May you find a higher calling than brutality and killing, for these are contrary to true Islam, to the very nature of Allah, and to the Holy Quran. While the Prophet Muhammad was among many things a brilliant military strategist, he was less interested in violence than in peace. The principles of “just war” found in the Shariah and Islamic traditions condemn the deaths of innocents and noncombatants, protect those who adhere to other religions, and reluctantly permit violence only as a last resort and with careful justification.

The world listens to the reports of your killing fellow Muslims who disagree with your brutal misinterpretation of noble Islam, of your mandates to Christians to deny their faith and convert to Islam or die, and of your extreme methods of slaughter.
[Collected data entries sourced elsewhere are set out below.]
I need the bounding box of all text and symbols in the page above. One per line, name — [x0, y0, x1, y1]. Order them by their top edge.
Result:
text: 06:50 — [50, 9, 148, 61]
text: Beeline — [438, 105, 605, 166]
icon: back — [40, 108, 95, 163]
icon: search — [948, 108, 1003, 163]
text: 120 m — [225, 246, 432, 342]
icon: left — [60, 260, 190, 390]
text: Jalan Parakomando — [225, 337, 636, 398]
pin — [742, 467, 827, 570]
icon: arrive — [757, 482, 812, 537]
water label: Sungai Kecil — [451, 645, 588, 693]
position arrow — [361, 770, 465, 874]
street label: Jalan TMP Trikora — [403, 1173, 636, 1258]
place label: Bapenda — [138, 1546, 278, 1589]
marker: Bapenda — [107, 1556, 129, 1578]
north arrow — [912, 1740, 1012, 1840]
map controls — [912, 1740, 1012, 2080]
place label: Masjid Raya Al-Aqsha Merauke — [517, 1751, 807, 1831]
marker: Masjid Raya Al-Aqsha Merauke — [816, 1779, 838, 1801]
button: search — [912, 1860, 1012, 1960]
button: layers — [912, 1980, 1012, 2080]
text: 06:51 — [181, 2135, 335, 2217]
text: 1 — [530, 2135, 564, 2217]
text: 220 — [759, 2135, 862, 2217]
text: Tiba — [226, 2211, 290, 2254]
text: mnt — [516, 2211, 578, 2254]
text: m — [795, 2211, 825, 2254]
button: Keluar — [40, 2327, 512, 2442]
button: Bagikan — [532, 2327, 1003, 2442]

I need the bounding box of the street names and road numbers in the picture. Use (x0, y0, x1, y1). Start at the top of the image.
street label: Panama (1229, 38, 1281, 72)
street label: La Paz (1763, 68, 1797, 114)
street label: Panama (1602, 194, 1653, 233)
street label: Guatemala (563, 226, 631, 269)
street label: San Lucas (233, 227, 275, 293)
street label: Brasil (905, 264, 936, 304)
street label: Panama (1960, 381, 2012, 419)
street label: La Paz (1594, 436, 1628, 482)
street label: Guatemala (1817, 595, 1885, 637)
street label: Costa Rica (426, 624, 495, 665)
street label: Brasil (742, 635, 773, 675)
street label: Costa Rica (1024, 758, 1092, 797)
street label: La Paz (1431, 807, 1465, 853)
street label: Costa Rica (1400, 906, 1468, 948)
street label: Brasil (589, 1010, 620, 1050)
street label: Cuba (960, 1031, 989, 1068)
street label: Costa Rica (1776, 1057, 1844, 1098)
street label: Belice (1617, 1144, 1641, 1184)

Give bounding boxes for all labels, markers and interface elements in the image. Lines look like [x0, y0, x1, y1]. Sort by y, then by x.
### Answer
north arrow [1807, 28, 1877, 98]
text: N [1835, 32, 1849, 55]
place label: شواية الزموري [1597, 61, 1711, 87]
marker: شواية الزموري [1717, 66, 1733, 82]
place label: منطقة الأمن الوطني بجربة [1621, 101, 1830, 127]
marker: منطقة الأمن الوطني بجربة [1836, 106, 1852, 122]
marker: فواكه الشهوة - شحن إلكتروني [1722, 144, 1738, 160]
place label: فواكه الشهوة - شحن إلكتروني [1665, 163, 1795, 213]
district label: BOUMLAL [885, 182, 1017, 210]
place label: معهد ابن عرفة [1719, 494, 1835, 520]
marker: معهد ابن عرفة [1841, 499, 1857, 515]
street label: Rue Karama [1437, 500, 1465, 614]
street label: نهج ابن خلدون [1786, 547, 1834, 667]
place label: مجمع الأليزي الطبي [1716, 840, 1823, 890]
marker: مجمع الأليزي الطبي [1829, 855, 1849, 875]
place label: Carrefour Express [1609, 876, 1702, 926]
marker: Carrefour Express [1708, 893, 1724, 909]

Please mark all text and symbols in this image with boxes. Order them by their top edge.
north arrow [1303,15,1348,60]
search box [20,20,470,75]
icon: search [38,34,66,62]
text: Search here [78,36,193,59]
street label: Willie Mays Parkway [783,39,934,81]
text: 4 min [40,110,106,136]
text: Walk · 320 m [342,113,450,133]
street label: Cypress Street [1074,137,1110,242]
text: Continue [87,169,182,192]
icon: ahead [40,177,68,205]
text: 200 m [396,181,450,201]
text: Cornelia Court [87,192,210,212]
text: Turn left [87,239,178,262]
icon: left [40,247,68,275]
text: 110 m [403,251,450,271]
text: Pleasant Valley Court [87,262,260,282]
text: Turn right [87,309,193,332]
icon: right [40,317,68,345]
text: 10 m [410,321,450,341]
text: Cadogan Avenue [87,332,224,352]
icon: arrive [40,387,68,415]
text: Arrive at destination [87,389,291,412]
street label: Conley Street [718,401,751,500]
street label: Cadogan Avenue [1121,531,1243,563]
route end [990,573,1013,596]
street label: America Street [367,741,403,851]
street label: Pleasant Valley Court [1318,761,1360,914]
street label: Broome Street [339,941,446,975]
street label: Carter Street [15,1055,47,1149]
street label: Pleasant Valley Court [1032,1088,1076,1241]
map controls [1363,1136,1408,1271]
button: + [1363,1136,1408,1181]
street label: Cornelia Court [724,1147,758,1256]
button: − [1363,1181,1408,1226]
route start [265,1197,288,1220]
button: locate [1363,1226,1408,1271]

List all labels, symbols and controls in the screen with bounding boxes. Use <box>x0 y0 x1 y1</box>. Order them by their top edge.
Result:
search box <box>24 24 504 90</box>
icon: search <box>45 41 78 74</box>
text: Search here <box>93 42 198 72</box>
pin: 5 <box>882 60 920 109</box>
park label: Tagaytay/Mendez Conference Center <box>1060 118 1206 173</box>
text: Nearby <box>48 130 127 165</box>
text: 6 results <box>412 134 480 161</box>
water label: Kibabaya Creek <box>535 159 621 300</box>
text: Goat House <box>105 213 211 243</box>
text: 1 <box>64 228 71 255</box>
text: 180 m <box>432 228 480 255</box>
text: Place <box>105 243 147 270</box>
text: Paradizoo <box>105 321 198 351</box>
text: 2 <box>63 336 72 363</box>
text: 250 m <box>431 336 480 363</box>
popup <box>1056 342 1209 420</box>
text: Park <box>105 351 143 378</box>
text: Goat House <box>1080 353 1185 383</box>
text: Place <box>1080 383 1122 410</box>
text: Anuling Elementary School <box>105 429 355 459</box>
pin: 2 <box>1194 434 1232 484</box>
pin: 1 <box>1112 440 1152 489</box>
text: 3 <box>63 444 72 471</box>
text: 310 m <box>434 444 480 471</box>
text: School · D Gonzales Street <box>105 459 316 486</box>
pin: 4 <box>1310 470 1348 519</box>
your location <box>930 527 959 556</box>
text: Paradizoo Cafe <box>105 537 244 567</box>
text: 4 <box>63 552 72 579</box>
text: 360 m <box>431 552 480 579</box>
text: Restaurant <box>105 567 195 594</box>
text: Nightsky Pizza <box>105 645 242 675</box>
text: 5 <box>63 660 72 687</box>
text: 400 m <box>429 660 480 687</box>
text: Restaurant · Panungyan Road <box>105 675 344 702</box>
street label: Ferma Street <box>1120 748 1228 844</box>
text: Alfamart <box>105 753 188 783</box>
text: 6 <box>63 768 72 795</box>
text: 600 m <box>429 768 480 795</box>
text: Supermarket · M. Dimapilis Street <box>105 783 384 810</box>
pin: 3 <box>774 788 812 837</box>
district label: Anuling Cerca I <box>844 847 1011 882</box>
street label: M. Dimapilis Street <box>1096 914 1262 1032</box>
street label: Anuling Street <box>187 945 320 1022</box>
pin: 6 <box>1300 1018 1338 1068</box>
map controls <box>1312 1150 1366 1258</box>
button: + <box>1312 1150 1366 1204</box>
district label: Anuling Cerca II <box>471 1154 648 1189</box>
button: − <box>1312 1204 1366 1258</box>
As one who has studied Islam with care over the years going back to the great Fazlur Rahman, I am saddened by distortions of Islam that create such a terrible impression of a great spiritual tradition. I took some time this weekend to review some wonderful books by three of the world’s leading Islamic scholars, all of whom argue persuasively that true Islam is a religion of love and peace, rather than of hatred and atrocity.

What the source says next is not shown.